Texas Children's Cancer Center, Baylor College of Medicine, Houston, TX, USA (M.C.); Royal Children's Hospital, Department of Haematology/Oncology, Herston, Brisbane, Australia (T.H., R.C.); Division of Behavioral Medicine (S.P.) and Division of Radiation Oncology (T.E.M., M.J.K.), Department of Radiological Sciences; Division of Neurosurgery (F.B.), Department of Biostatistics (D.W.); Divisions of Bone Marrow Transplantation (K.K.) and Neuro-Oncology (A.G.), Department of Oncology; and Department of Developmental Neurobiology (R.G.), St. Jude Children's Research Hospital, Memphis, TN, USA; Royal Children's Hospital, Department of Clinical Haematology and Oncology, Parkville, Australia (D.A.); Department of Pediatric Neurosurgery, Texas Children's Hospital, Houston, TX, USA (R.D.); Texas Children's Cancer Center, Houston, TX, USA (R.K., C.L.); Department of Radiation Oncology, The University of Texas M. D. Anderson Cancer Center, Houston, TX, USA (S.W.)

Address correspondence to Murali Chintagumpala, Texas Children's Cancer Center, 6621 Fannin St., Houston, TX 77030, USA (mxchinta{at}txccc.org).

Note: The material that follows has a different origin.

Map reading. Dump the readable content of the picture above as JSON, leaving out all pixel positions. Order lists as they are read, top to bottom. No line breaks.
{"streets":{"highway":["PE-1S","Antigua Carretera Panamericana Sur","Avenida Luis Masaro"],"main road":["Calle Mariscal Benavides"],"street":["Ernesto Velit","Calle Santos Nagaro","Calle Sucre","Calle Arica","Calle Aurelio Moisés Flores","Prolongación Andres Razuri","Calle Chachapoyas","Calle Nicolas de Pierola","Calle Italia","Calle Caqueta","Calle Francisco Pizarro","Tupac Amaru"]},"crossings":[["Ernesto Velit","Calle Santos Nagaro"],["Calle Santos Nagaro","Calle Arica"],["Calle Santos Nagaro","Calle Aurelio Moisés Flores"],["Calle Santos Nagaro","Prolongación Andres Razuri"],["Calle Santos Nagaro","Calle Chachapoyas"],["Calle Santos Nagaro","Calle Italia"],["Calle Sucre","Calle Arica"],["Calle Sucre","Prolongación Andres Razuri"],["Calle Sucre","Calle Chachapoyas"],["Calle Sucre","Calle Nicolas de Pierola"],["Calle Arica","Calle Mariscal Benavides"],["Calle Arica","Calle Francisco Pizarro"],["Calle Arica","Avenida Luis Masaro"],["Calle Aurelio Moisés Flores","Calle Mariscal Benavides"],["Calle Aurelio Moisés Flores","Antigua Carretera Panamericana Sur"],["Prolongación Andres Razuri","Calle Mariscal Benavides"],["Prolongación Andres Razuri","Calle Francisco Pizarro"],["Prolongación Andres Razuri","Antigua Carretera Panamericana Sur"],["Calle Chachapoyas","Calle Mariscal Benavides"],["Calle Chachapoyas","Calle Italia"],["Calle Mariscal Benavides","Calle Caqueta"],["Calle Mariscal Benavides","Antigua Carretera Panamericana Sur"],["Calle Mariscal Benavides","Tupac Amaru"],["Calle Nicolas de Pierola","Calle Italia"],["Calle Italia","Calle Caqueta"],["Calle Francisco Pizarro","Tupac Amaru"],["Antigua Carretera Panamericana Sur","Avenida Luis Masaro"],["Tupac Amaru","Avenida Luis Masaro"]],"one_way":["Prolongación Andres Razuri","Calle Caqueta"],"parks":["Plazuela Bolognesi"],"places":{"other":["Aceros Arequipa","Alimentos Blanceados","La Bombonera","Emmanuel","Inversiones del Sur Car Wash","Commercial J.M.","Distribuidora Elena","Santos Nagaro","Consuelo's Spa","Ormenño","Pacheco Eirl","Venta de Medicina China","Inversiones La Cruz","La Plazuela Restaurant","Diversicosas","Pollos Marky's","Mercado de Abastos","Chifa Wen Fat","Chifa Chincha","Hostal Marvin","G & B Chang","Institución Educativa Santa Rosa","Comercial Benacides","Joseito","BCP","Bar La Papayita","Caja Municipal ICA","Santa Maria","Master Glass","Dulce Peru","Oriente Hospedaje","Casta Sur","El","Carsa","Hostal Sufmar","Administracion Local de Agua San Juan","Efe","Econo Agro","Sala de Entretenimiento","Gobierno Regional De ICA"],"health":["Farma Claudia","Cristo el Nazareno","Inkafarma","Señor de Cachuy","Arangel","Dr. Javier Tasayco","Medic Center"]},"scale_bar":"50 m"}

We undertook this study to estimate the event-free survival (EFS) of patients with newly diagnosed supratentorial primitive neuroectodermal tumor (SPNET) treated with risk-adapted craniospinal irradiation (CSI) with additional radiation to the primary tumor site and subsequent high-dose chemotherapy supported by stem cell rescue. Between 1996 and 2003, 16 patients with SPNET were enrolled. High-risk (HR) disease was differentiated from average-risk (AR) disease by the presence of residual tumor (M₀ and tumor size > 1.5 cm²) or disseminated disease in the neuraxis (M₁–M₃). Patients received risk-adapted CSI: those with AR disease received 23.4 Gy; those with HR disease, 36–39.6 Gy. The tumor bed received a total of 55.8 Gy. Subsequently, all patients received four cycles of high-dose cyclophosphamide, cisplatin, and vincristine with stem cell support. The median age at diagnosis was 7.9 years; eight patients were female. Seven patients had pineal PNET. Twelve patients are alive at a median follow-up of 5.4 years. The 5-year EFS and overall survival (OS) estimates for all patients were 68% ± 14% and 73% ± 13%. The 5-year EFS and OS estimates were 75% ± 17% and 88% ± 13%, respectively, for the eight patients with AR disease and 60% ± 19% and 58% ± 19%, respectively, for the eight with HR disease. No deaths were due to toxicity. High-dose cyclophosphamide-based chemotherapy with stem cell support after risk-adapted CSI results in excellent EFS estimates for patients with newly diagnosed AR SPNET. Further, this chemotherapy allows for a reduction in the dose of CSI used to treat AR SPNET without compromising EFS.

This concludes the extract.